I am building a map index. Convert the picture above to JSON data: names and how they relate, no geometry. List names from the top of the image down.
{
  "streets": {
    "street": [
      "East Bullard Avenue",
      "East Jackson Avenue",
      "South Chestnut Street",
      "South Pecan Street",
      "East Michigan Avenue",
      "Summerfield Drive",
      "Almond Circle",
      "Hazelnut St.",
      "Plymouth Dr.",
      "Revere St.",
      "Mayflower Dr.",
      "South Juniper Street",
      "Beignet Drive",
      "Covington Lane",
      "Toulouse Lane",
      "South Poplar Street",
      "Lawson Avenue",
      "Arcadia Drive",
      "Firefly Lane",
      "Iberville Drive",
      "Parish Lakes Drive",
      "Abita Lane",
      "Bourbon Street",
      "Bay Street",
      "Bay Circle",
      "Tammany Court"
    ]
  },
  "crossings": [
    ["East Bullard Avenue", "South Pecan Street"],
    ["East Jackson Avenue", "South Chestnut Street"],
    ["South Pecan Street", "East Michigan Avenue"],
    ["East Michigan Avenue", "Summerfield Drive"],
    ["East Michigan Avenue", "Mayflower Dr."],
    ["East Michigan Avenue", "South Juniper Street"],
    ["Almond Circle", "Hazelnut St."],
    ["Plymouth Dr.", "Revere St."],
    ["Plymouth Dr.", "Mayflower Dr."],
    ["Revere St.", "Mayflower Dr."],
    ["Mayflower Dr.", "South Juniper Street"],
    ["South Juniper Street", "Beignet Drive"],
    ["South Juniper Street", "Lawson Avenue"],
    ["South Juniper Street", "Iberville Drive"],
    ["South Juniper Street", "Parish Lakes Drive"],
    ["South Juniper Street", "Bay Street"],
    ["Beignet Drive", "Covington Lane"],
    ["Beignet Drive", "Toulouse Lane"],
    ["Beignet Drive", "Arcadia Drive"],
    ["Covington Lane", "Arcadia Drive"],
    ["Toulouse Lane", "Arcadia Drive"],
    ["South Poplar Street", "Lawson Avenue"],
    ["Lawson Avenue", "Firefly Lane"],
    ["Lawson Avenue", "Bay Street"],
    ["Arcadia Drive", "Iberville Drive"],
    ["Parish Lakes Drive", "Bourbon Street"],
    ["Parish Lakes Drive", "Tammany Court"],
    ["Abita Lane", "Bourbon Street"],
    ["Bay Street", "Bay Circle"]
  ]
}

# # # # #

## ABOUT THIS EXERCISE
Repeat the listing. Keep every character the same.

## SOLUTION TO THIS PROBLEM
I am building a map index. Convert the picture above to JSON data: names and how they relate, no geometry. List names from the top of the image down.
{
  "streets": {
    "street": [
      "East Bullard Avenue",
      "East Jackson Avenue",
      "South Chestnut Street",
      "South Pecan Street",
      "East Michigan Avenue",
      "Summerfield Drive",
      "Almond Circle",
      "Hazelnut St.",
      "Plymouth Dr.",
      "Revere St.",
      "Mayflower Dr.",
      "South Juniper Street",
      "Beignet Drive",
      "Covington Lane",
      "Toulouse Lane",
      "South Poplar Street",
      "Lawson Avenue",
      "Arcadia Drive",
      "Firefly Lane",
      "Iberville Drive",
      "Parish Lakes Drive",
      "Abita Lane",
      "Bourbon Street",
      "Bay Street",
      "Bay Circle",
      "Tammany Court"
    ]
  },
  "crossings": [
    ["East Bullard Avenue", "South Pecan Street"],
    ["East Jackson Avenue", "South Chestnut Street"],
    ["South Pecan Street", "East Michigan Avenue"],
    ["East Michigan Avenue", "Summerfield Drive"],
    ["East Michigan Avenue", "Mayflower Dr."],
    ["East Michigan Avenue", "South Juniper Street"],
    ["Almond Circle", "Hazelnut St."],
    ["Plymouth Dr.", "Revere St."],
    ["Plymouth Dr.", "Mayflower Dr."],
    ["Revere St.", "Mayflower Dr."],
    ["Mayflower Dr.", "South Juniper Street"],
    ["South Juniper Street", "Beignet Drive"],
    ["South Juniper Street", "Lawson Avenue"],
    ["South Juniper Street", "Iberville Drive"],
    ["South Juniper Street", "Parish Lakes Drive"],
    ["South Juniper Street", "Bay Street"],
    ["Beignet Drive", "Covington Lane"],
    ["Beignet Drive", "Toulouse Lane"],
    ["Beignet Drive", "Arcadia Drive"],
    ["Covington Lane", "Arcadia Drive"],
    ["Toulouse Lane", "Arcadia Drive"],
    ["South Poplar Street", "Lawson Avenue"],
    ["Lawson Avenue", "Firefly Lane"],
    ["Lawson Avenue", "Bay Street"],
    ["Arcadia Drive", "Iberville Drive"],
    ["Parish Lakes Drive", "Bourbon Street"],
    ["Parish Lakes Drive", "Tammany Court"],
    ["Abita Lane", "Bourbon Street"],
    ["Bay Street", "Bay Circle"]
  ]
}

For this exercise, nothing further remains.